● ACTION ITEM: Whenever a line below holds the word "note", copy that line.

● EXERCISE DATA:
——————

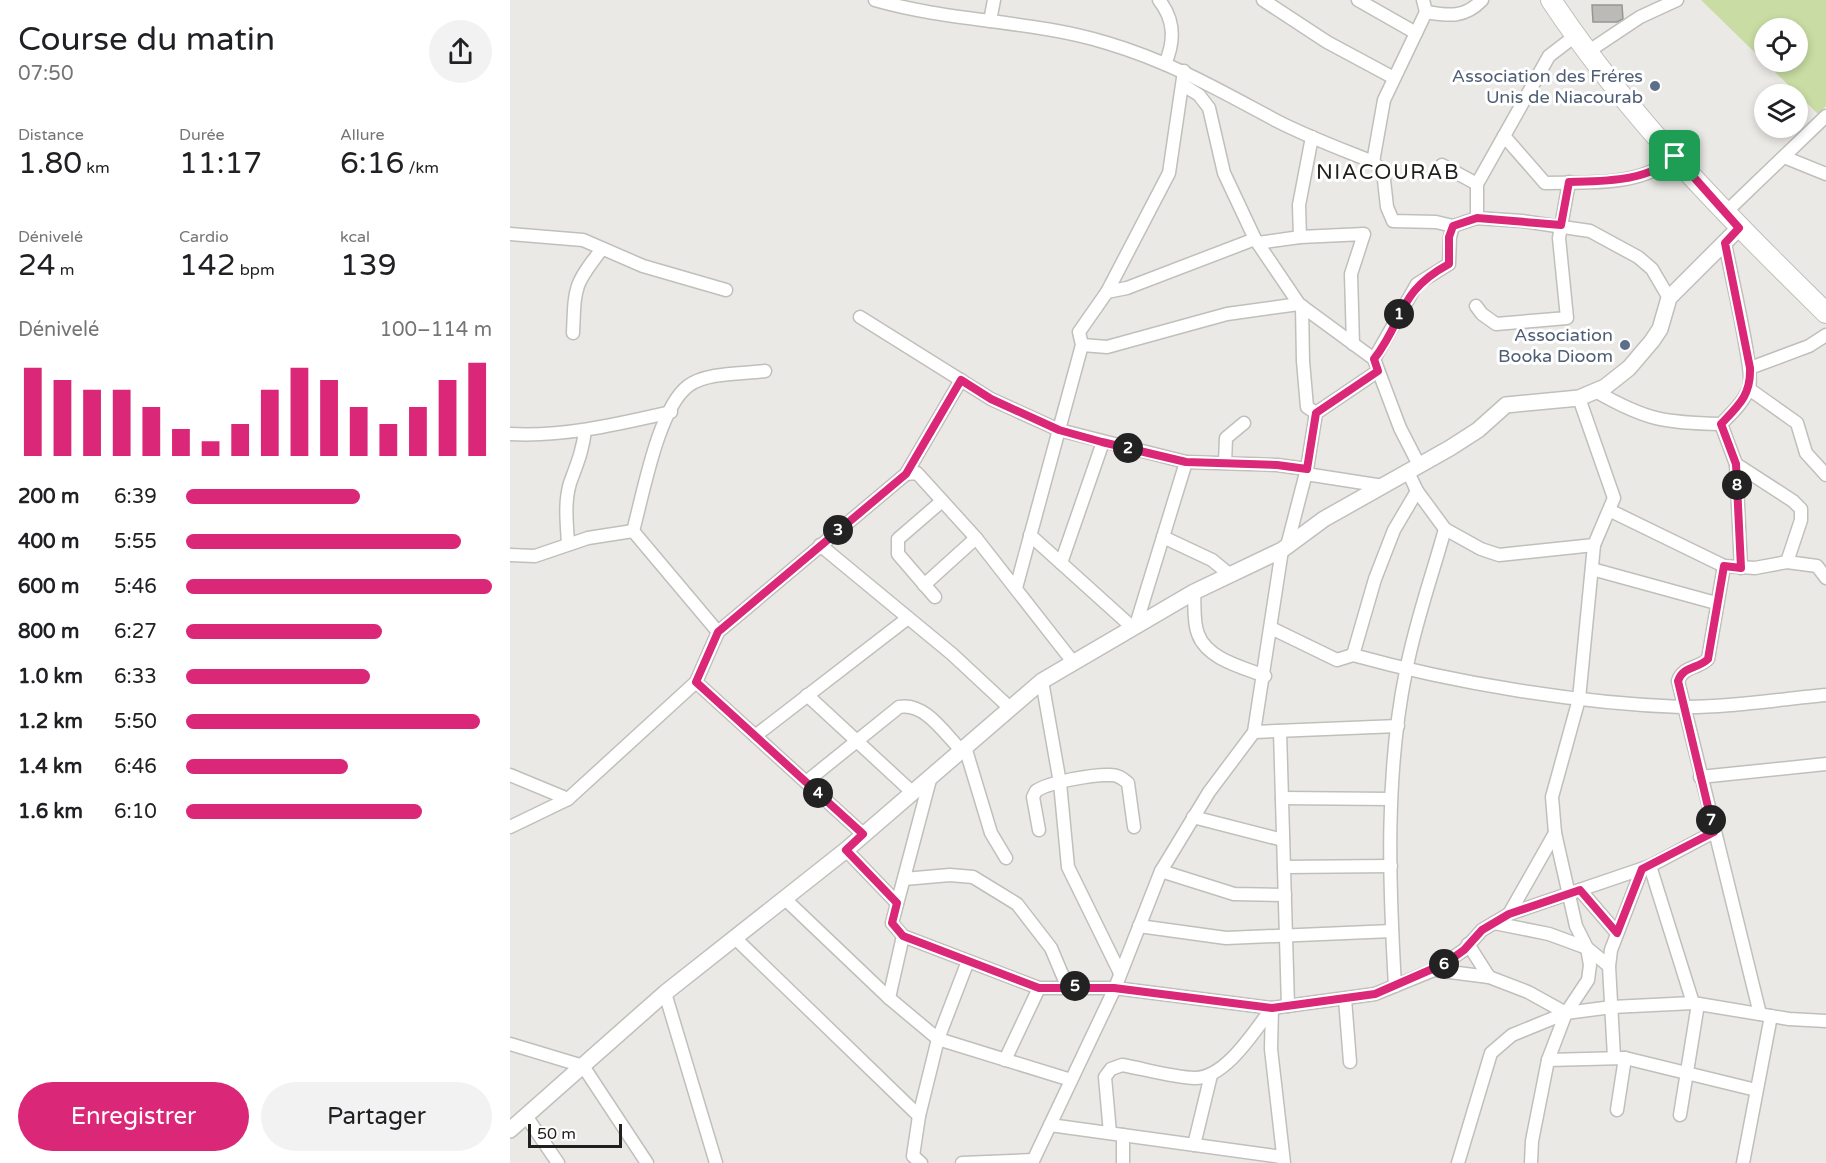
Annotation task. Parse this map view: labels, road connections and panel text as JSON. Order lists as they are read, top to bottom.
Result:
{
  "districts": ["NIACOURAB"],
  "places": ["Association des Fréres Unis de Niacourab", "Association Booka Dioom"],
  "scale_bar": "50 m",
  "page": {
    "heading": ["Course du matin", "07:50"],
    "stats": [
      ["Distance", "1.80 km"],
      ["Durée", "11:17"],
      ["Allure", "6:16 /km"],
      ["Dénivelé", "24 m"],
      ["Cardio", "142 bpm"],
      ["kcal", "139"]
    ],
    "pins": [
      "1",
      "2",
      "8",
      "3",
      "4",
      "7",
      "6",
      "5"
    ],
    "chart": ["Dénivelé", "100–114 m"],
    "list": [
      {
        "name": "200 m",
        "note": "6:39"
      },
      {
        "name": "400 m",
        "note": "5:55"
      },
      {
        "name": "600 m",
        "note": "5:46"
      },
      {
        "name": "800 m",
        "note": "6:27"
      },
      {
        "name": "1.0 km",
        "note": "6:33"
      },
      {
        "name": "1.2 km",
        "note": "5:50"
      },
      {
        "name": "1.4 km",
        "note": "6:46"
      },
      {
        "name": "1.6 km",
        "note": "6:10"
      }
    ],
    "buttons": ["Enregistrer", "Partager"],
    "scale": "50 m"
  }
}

——————

● EXERCISE OUTPUT:
        "note": "6:39"
        "note": "5:55"
        "note": "5:46"
        "note": "6:27"
        "note": "6:33"
        "note": "5:50"
        "note": "6:46"
        "note": "6:10"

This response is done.